I think it's wonderful when people out themselves as ass-clowns, like Ted Turner just did.  It's one of the reasons I will fight for anyone's right to express themselves. 

How else would we know whom to avoid?

Computerized voting machines = bad idea

If they're not being programmed to record only votes for one candidate, they're screwing up because their software needs re-calibrated

I am so glad that my district still uses paper ballots, and paper ballots that require a pen connecting the line to the candidate for which an individual wants to vote.

"Goodies." Lord bless 'em.

I've been boxing up clutter to decide what to do with it for a couple of weeks, now.  And I've taken four diaper boxes (BIG boxes--200 size 4 diapers per box) full of stuff over for them to sort through and take what they wanted, three boxes of clothes, and one of kitchen stuff. 

I'd forgotten the kitchen stuff, the other night.  I took it over last night, and the wife squeals, "Oh, look, honey, she's bringing us more goodies!"  And both of their little girls (almost three, and almost five years old) came running over and flung their arms around me, screeching "I love you!"

I couldn't stay long--I needed to get back over and feed my kids--but I talked to her a little more when I walked the puppy.  She said that her husband had commented that we're doing more to help them, less grudgingly and with fewer strings, than their own families are doing.

That's really sad, because all I'm doing is clearing clutter, and giving diapers and wipes, toilet paper and paper towels, a disposable foil casserole pan and a partial roll of aluminum foil.

What they really need is someone to help them pay the deposits on getting their electricity, gas, and water turned on, and maybe some very basic phone service, because literally all they have is the roof over their heads.

Wednesday, October 24, 2012

The right thing isn't always easy...

I cannot imagine what it's like for parents who have failed so badly, and have it rubbed in their faces like these parents have.  Apparently, their sons have stolen bicycles before, so it's not a shock that they stole a little girl's bicycle.  The rough part is that they killed her to steal the bike, and their mother was the first one to suspect them.  She turned them in for it.

Those kids' parents may have not done enough in raising their sons to be human instead of animal, but they certainly did the right thing in turning their kids in.

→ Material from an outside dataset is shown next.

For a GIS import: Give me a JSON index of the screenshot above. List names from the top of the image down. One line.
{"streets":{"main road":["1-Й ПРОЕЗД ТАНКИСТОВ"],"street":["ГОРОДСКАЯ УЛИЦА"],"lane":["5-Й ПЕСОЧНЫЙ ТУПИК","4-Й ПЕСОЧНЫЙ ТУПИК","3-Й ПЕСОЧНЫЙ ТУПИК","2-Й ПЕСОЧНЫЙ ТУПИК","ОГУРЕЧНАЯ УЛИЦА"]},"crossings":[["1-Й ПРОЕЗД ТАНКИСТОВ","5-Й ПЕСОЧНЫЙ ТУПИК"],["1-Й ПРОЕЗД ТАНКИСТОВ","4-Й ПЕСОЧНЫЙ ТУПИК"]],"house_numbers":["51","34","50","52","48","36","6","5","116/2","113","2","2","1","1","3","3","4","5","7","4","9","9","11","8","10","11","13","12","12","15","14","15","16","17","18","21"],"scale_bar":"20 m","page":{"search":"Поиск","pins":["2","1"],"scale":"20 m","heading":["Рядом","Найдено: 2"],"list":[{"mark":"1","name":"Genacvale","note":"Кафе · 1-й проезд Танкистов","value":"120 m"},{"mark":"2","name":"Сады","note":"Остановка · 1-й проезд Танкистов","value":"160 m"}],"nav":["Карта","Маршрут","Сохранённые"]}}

More reasons for homeschooling

When a school district hires a woman who was convicted of torturing a teenager to death because they don't do a stringent background check...there's a problem. 

At least they fired the bitch after someone pointed out what they'd done. 

I love my kids well enough not to trust their care to someone I don't know and trust.

False economy

Recently, one of my family members who inherited my late grandmother's property (the only thing she owned).  The place needs some major repairs.  The bricks weren't sealed, and a lot of them are rotting in place.  My grandmother went on a tree-planting frenzy, and didn't really pay attention to how big the trees would get, or to how far apart they needed to be placed, and the now-mature trees really need pruned and thinned out.  One of the bathrooms needs the toilet (and the floor) replaced, and pretty much everything needs at least a little attention.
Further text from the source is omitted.